Work request> Go through the listing below and return each line that includes "icon".
────────
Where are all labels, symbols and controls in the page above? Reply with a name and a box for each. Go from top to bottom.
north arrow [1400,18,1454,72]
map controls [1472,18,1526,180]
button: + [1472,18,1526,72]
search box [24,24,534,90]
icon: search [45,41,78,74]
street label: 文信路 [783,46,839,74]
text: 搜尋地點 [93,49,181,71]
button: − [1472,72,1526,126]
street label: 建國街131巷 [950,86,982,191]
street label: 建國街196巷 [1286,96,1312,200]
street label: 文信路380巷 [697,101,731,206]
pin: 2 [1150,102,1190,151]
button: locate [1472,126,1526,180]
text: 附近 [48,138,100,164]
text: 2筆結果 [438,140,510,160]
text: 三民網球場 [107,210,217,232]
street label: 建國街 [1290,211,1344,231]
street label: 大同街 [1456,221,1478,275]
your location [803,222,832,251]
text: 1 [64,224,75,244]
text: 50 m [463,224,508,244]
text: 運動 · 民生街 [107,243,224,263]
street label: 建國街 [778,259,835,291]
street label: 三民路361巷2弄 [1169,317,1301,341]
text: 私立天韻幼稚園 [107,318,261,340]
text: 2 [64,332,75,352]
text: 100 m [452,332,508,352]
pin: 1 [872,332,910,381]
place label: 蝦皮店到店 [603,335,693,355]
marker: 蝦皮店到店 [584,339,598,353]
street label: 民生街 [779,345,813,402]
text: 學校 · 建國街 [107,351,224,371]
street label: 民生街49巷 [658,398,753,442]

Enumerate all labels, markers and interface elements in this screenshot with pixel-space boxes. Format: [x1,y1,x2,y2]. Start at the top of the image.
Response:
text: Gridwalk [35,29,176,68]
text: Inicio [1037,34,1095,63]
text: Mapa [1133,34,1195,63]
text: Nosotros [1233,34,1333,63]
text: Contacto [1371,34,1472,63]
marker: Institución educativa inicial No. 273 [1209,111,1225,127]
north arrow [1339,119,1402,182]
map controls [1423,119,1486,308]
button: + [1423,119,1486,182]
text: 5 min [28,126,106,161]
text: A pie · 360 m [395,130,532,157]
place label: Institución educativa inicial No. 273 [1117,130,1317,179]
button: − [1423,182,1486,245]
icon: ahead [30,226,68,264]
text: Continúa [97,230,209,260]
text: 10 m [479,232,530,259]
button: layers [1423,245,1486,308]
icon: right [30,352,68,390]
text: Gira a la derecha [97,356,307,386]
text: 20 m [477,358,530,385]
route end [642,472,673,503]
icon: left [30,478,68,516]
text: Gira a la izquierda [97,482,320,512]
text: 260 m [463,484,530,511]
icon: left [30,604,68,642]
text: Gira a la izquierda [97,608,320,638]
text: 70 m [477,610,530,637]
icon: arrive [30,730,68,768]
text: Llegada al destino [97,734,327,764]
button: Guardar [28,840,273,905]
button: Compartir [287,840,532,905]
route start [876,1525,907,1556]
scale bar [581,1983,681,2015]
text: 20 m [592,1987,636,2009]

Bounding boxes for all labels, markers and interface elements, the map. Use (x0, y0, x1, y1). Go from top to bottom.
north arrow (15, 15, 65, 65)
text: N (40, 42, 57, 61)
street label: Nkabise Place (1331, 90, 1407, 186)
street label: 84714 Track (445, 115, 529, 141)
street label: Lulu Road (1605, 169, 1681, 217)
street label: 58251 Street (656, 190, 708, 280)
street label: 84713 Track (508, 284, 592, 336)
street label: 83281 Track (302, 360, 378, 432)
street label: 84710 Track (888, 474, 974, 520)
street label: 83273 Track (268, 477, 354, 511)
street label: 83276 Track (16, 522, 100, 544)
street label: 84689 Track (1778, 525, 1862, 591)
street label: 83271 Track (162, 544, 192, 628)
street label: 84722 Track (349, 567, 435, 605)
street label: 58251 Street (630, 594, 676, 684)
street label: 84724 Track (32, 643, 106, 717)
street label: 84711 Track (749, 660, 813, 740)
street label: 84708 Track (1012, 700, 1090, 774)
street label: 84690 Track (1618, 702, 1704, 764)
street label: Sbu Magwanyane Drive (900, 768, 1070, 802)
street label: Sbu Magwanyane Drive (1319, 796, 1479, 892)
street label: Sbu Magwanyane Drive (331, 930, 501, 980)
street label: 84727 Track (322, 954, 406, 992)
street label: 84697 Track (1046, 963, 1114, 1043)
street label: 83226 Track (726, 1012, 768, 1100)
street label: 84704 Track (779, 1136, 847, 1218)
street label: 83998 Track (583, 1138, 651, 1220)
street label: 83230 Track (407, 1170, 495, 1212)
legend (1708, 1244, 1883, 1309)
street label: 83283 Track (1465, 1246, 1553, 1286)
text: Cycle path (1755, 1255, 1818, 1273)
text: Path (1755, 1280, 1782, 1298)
────────
Your solution>
icon: search [45,41,78,74]
icon: ahead [30,226,68,264]
icon: right [30,352,68,390]
icon: left [30,478,68,516]
icon: left [30,604,68,642]
icon: arrive [30,730,68,768]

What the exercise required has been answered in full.